Result : Our captain assures us that a heavy loss can often motivate a team to play more skilfully the following week.

Week Two

After an intense week of cardio work searching for a pair of Air Britneys along Oxford Street I’m ready to face our next opponents. The match is close and the other team tries to intimidate us with Milwaulkee accents and much grunting. One of them elbows me in the head which is something I barely tolerate even on the dance floor at Palms. At the end of the game we’re exhausted, emotional and in dire need of amber hydration.
Casualties : One sprained ankle, one nose bleed.
Result : We lose by two baskets.

Week Three

Through some strange mass delusion we’ve all misread our match sheet and have arrived two hours early for the game.
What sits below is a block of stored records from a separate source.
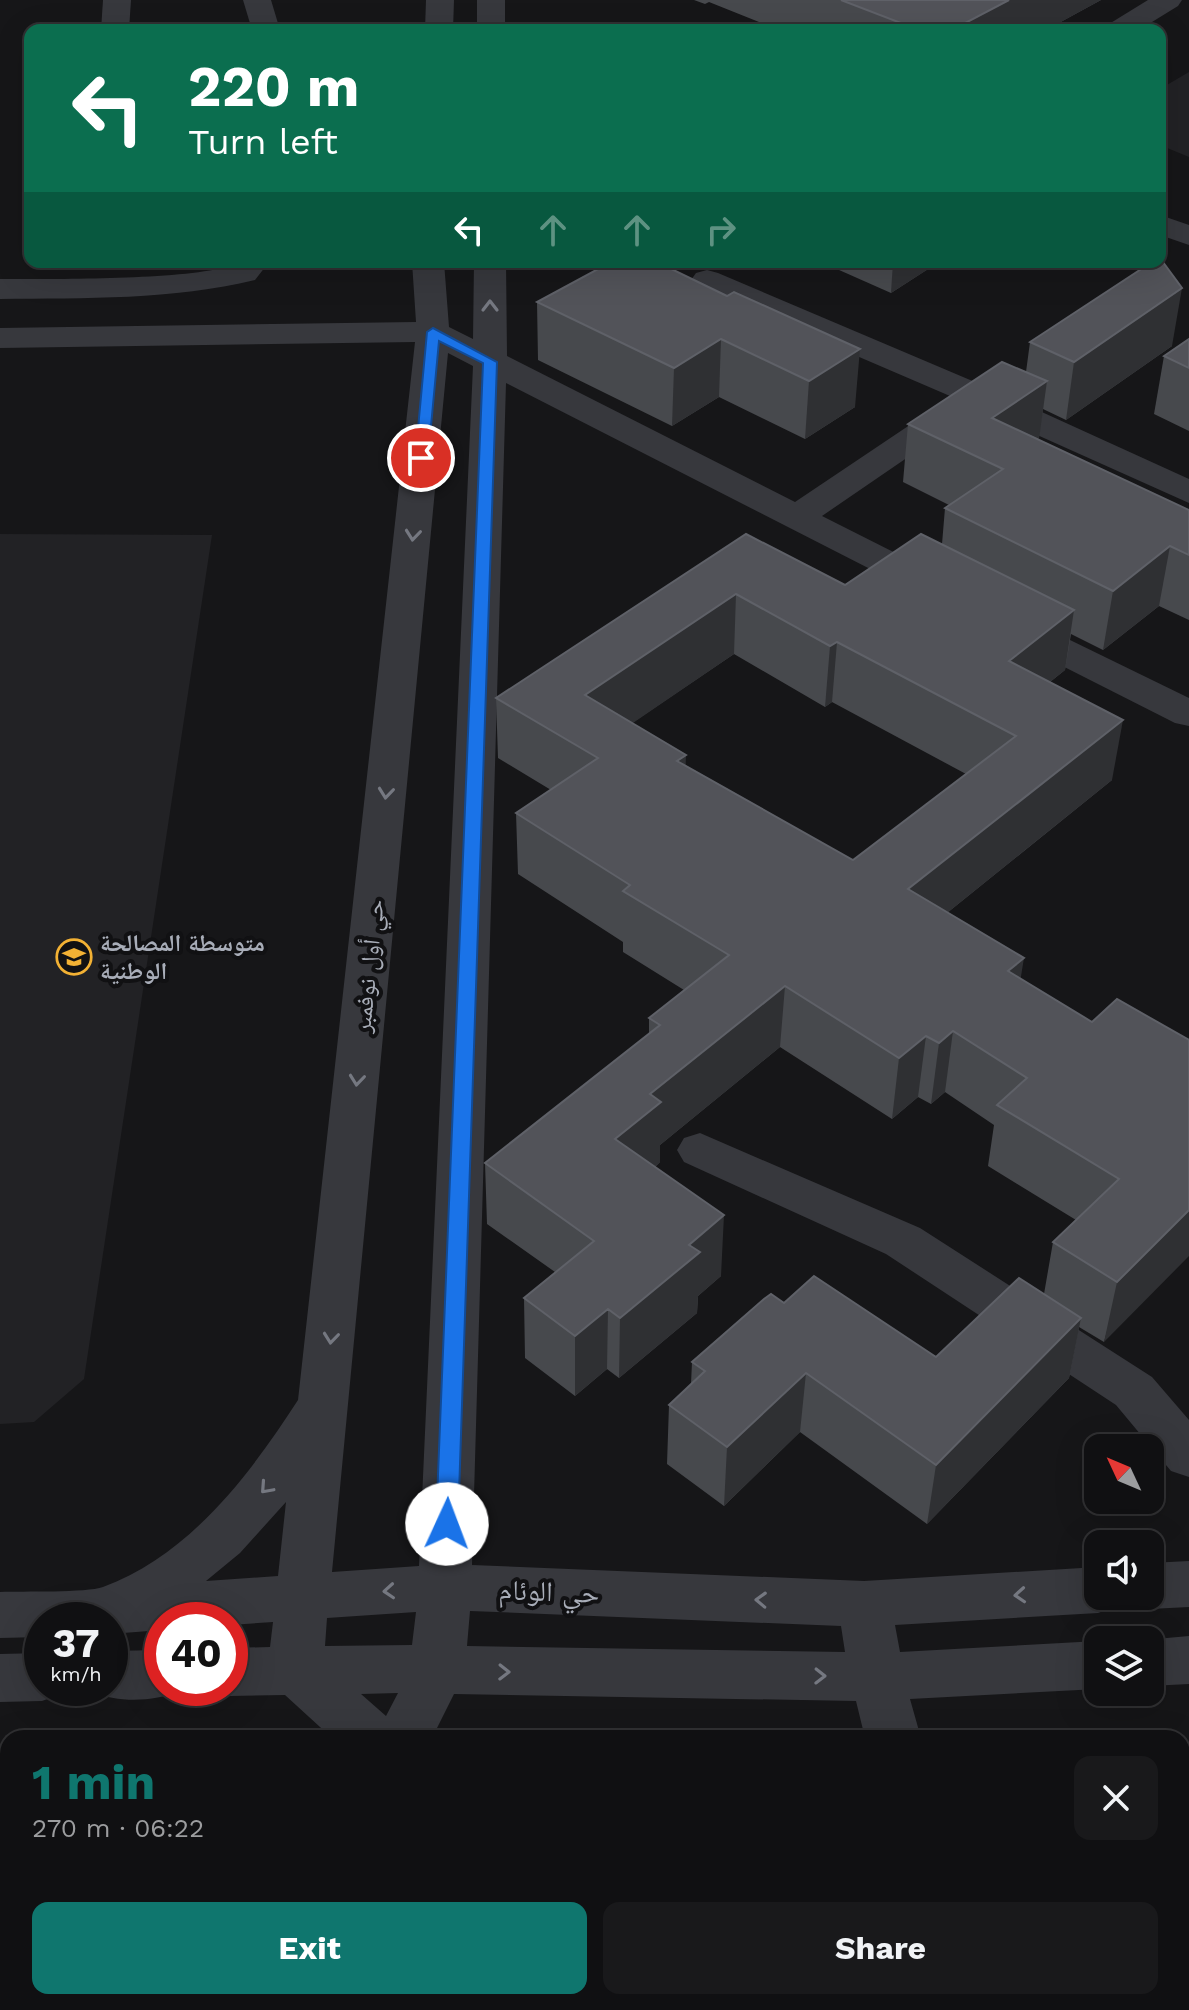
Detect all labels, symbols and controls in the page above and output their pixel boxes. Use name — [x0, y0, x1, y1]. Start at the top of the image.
text: 220 m — [188, 54, 360, 120]
icon: left — [56, 56, 160, 160]
text: Turn left — [188, 121, 338, 163]
icon: left — [447, 208, 491, 252]
icon: ahead — [531, 208, 575, 252]
icon: ahead — [615, 208, 659, 252]
icon: right — [699, 208, 743, 252]
one-way arrow — [481, 299, 499, 312]
pin — [387, 424, 455, 492]
icon: arrive — [399, 436, 443, 480]
one-way arrow — [404, 529, 421, 542]
one-way arrow — [378, 787, 395, 800]
street label: حي أول نوفمبر — [348, 898, 395, 1036]
place label: متوسطة المصالحة الوطنية — [100, 929, 265, 985]
school or university icon: متوسطة المصالحة الوطنية — [55, 938, 93, 976]
one-way arrow — [349, 1074, 366, 1087]
one-way arrow — [322, 1332, 339, 1345]
north arrow — [1084, 1434, 1164, 1514]
map controls — [1084, 1434, 1164, 1706]
one-way arrow — [262, 1479, 276, 1494]
position arrow — [405, 1482, 489, 1566]
button: sound — [1084, 1530, 1164, 1610]
street label: حي الوئام — [498, 1573, 600, 1616]
one-way arrow — [382, 1582, 395, 1599]
one-way arrow — [1013, 1586, 1026, 1603]
one-way arrow — [754, 1592, 767, 1609]
speed limit sign: 40 — [144, 1602, 248, 1706]
text: 37 — [53, 1620, 99, 1667]
button: layers — [1084, 1626, 1164, 1706]
text: km/h — [50, 1662, 102, 1686]
one-way arrow — [498, 1663, 511, 1680]
one-way arrow — [814, 1667, 827, 1685]
text: 1 min — [32, 1754, 155, 1811]
button: close — [1074, 1756, 1158, 1840]
text: 270 m · 06:22 — [32, 1813, 204, 1843]
button: Exit — [32, 1902, 587, 1994]
button: Share — [603, 1902, 1158, 1994]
We have a choice of practising our lay-ups or downing a few coldies at the pub across the road.
Casualties : One large beer stain on a perfectly fresh singlet.
Result : We lose by the exact number of schooners consumed before the game.
Note to self : Beer goggles should not be used as protective eyewear in any sport.

Week Four

Our first match crisis (except for last week when Anthony brought his ‘Friday clubbing trainers’ instead of his ‘cross trainer trainers’.) Only four of us have turned up and the match is about to start. Three are stuck in emotional traffic (it’s Valentine’s Day; they’re all single and spitting the dummy) and one is still recovering from a one night stand with Monsieur Absinthe. Seeing as we need a minimum of five players to start the game (sporty boyband anyone?) we rope in a cute, straight, New Zealand spectator to run around and look ‘real’ until someone else arrives. Someone mentions conversion at half time and I don’t think they’re taking about the cross-Tasman currency.
Casualties : Two jarred fingers and a knee scrape.
Result : Despite a late scoring frenzy we still manage to lose by a disrespectable margin.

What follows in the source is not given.